Copy every line of the following data that includes the string "baseFrequency".

========================================================================

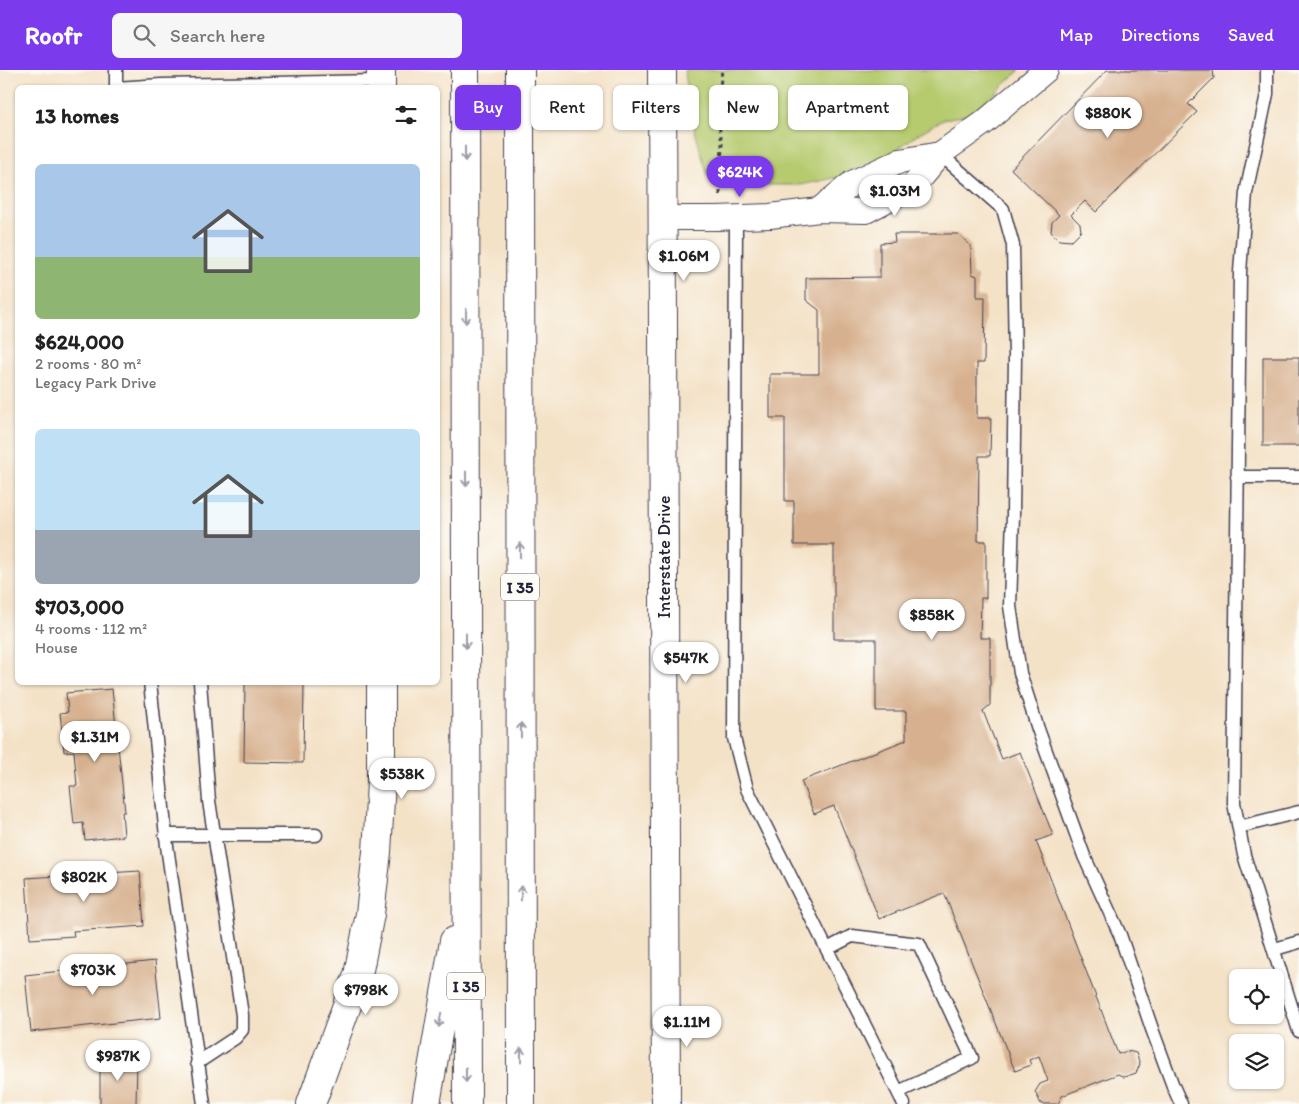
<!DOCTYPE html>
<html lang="en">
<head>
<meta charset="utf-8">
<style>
	body { margin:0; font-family:Itim,sans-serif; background:#f6f6f6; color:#222; height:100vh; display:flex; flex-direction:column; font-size:19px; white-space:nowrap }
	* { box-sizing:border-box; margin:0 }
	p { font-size:16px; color:#767676 }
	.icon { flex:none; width:28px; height:28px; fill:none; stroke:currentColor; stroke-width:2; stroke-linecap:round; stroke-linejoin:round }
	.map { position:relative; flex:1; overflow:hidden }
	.drawer { position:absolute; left:15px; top:15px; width:425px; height:600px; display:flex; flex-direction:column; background:#fff; border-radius:8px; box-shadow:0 1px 4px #0004 }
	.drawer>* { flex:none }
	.top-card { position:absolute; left:455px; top:15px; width:475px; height:45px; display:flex; gap:10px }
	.tools { position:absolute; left:1229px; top:899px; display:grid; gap:10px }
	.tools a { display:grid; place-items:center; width:55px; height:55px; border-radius:8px; background:#fff; box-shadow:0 1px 4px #0004; font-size:25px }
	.price { position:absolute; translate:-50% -42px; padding:0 11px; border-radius:18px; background:#fff; color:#222; font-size:16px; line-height:32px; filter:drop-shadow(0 1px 2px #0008) }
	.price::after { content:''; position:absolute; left:50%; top:30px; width:15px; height:11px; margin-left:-8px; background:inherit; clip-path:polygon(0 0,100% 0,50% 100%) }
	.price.current { background:#7c3aed; color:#fff }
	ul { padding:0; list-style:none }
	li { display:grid; align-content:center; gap:10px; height:265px; padding:0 20px }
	li span { display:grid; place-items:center; height:155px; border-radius:8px; color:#555 }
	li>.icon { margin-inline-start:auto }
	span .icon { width:90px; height:90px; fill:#fffc; stroke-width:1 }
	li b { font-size:21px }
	h2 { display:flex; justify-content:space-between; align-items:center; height:60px; padding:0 20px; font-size:21px }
	.chip { padding:0 18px; border-radius:8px; background:#fff; box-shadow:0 1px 4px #0004; font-size:18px; line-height:45px }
	.chip.current { background:#7c3aed; color:#fff }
	header { display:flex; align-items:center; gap:30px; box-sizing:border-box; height:70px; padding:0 25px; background:#7c3aed; color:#fff }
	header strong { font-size:24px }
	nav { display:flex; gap:28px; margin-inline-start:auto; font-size:18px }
	.search { width:350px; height:45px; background:#f6f6f6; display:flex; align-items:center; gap:12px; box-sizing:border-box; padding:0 18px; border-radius:8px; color:#767676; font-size:19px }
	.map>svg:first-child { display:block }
</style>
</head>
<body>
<header>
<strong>Roofr</strong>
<div class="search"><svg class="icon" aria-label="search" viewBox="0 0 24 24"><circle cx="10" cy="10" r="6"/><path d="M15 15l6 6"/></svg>Search here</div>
<nav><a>Map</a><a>Directions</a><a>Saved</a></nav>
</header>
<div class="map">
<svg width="1299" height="1034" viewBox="0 0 1299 1034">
	<rect width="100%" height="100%" fill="#fdfcf7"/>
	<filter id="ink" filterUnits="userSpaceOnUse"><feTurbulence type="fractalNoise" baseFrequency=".02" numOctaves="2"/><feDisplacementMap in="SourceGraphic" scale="10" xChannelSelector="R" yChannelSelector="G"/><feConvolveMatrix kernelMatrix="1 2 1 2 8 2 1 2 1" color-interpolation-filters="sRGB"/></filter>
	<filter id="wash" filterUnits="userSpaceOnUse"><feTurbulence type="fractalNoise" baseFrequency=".0096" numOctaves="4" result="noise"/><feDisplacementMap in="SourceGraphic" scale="20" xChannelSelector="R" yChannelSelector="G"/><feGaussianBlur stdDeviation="1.12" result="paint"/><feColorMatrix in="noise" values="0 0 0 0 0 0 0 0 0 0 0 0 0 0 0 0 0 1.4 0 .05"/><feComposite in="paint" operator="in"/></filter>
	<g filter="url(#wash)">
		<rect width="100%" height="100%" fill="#f4e2c7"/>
		<path fill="#b6ca6e" stroke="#6c7654" d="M685,0H1020L989,29L967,45L944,49L918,64L896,80L844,106L801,115H741L708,107L688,37Z"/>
		<g id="blocks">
			<path fill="#d7b18f" d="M1107,0H1213L1214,8L1188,34L1197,42L1096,142L1085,131L1071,145L1080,154L1081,161L1071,171L1059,170L1051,162L1052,152L1059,145L1011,99Z
				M894,164H958L971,176L972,204L977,206V227H985L984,293H977V348H991L990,386H979L978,471H986V528H981L980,568H990V635L983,641L1002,689L1020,682L1053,765L1036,771L1118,984L1128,981L1136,983L1140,994L1136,1003L1124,1007L1118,1004L1062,1026L1058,1034H1041L1035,1022L1040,1014L1048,1011L1039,986L1029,990L1031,995L1015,1001L944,823L879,849L834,736L814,744L801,711L906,670V641H876V569H834V475H794V431H785V348H770V304H819V240L806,230V208L880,207V173L895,172Z
				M1263,287H1299V376H1263Z
				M245,612H304L303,693L244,692Z
				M112,619L125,742H122L124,766L85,770L83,753L74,754L70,716H77L74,681L64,682L60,643L68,642L66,623Z
				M140,801L144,856L73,861L74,866L30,869L26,808Z
				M155,891L161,948L31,962L25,905Z
				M100,989L137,990L136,1034H100Z"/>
		</g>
	</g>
	<g filter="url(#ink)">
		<use href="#blocks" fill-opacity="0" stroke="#423f50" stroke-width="1"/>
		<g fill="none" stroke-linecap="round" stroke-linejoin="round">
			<defs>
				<path id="service" d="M116,0V17
					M1267,0V24L1246,123L1240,202L1234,733L1244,785L1299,961
					M116,18L161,15L381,11
					M940,84L1003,139L1013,175L1015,286L1013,445L1010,536L1020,603L1038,659L1084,786L1120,865L1152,959L1173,1016L1181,1034
					M736,147L734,668L747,719L904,1034
					M1237,407H1299
					M150,612L167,776L204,1034
					M1239,757L1299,742
					M165,765H316
					M827,879L852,866L919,874L972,988L898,1022
					M1275,879L1299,872
					M197,993L235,968L242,960V945L209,731L200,612"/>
				<path id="minor" d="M819,140L852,113L900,91L940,84
					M662,148H717L770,146L819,140L866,141L913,116L940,84L985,52L1046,0"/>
				<path id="tertiary" d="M381,0V18
					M662,0L666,1034
					M311,1034L358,905L370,844L377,782L381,712V612"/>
				<path id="motorway" d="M465,0L467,1034
					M520,0L521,1034
					M426,1034L454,871"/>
			</defs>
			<use href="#service" stroke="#423f50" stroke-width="15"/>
			<use href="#minor" stroke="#423f50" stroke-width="26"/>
			<use href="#tertiary" stroke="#423f50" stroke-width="30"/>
			<use href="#motorway" stroke="#423f50" stroke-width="30"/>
			<path stroke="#423f50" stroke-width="3" stroke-dasharray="4 4" stroke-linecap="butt" d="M720,125L722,74L717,42L722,0"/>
			<use href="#service" stroke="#fff" stroke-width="12"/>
			<use href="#minor" stroke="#fff" stroke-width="24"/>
			<use href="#tertiary" stroke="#fff" stroke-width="28"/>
			<use href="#motorway" stroke="#fff" stroke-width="28"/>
		</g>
		<defs><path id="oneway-shaft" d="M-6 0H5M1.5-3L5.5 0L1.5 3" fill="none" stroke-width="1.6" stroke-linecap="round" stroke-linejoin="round" transform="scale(1.25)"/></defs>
		<g stroke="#9c9ca7">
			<use href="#oneway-shaft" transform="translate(465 84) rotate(90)"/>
			<use href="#oneway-shaft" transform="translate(466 246) rotate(90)"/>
			<use href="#oneway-shaft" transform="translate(466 409) rotate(90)"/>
			<use href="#oneway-shaft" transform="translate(520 480) rotate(-90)"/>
			<use href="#oneway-shaft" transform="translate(466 571) rotate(90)"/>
			<use href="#oneway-shaft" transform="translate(521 660) rotate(-90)"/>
			<use href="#oneway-shaft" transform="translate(521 823) rotate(-90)"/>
			<use href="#oneway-shaft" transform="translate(440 950) rotate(100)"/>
			<use href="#oneway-shaft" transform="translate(521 985) rotate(-90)"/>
			<use href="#oneway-shaft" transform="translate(466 1005) rotate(90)"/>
		</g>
	</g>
	<g text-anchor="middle" stroke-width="5" stroke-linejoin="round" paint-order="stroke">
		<g fill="#fdfcf7" stroke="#646373" stroke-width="1">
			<rect x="501" y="503.5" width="38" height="27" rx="4"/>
			<rect x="447" y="902.5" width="38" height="27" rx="4"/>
		</g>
		<g font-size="16" font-weight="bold" fill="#22223b">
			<text x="520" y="523">I 35</text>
			<text x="466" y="922">I 35</text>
		</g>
		<g font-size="18" fill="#22223b" stroke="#fdfcf7">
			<text transform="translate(664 487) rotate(-90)" y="6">Interstate Drive</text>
		</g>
	</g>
</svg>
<div class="tools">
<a><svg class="icon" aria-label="locate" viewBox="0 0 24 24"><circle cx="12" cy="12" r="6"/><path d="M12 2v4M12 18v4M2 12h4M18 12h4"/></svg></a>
<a><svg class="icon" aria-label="layers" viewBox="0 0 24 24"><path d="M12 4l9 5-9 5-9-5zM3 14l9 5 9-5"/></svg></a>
</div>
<b class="price" style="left:1108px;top:69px">$880K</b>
<b class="price current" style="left:740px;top:128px">$624K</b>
<b class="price" style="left:895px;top:147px">$1.03M</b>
<b class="price" style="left:684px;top:212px">$1.06M</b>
<b class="price" style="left:932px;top:571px">$858K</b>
<b class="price" style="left:686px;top:614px">$547K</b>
<b class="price" style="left:95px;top:693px">$1.31M</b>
<b class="price" style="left:402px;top:730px">$538K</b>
<b class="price" style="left:84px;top:833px">$802K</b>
<b class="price" style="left:93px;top:926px">$703K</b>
<b class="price" style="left:366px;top:946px">$798K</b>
<b class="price" style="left:687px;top:978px">$1.11M</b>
<b class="price" style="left:118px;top:1012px">$987K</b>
<div class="top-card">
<a class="chip current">Buy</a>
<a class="chip">Rent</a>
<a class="chip">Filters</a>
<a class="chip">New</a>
<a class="chip">Apartment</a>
</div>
<section class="drawer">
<h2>13 homes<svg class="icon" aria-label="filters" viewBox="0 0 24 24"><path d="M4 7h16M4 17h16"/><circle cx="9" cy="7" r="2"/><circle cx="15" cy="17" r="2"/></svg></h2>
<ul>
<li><span style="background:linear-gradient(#a9c7e8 60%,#8fb573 0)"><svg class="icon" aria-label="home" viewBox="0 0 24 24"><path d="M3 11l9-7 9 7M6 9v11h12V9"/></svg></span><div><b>$624,000</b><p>2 rooms · 80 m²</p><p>Legacy Park Drive</p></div></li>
<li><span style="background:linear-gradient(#bfe0f5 65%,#9aa5b1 0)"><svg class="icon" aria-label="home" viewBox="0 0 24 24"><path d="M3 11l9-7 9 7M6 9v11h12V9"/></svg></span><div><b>$703,000</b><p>4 rooms · 112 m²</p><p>House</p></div></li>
</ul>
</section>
</div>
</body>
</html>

========================================================================

→ **Written solution**:
	<filter id="ink" filterUnits="userSpaceOnUse"><feTurbulence type="fractalNoise" baseFrequency=".02" numOctaves="2"/><feDisplacementMap in="SourceGraphic" scale="10" xChannelSelector="R" yChannelSelector="G"/><feConvolveMatrix kernelMatrix="1 2 1 2 8 2 1 2 1" color-interpolation-filters="sRGB"/></filter>
	<filter id="wash" filterUnits="userSpaceOnUse"><feTurbulence type="fractalNoise" baseFrequency=".0096" numOctaves="4" result="noise"/><feDisplacementMap in="SourceGraphic" scale="20" xChannelSelector="R" yChannelSelector="G"/><feGaussianBlur stdDeviation="1.12" result="paint"/><feColorMatrix in="noise" values="0 0 0 0 0 0 0 0 0 0 0 0 0 0 0 0 0 1.4 0 .05"/><feComposite in="paint" operator="in"/></filter>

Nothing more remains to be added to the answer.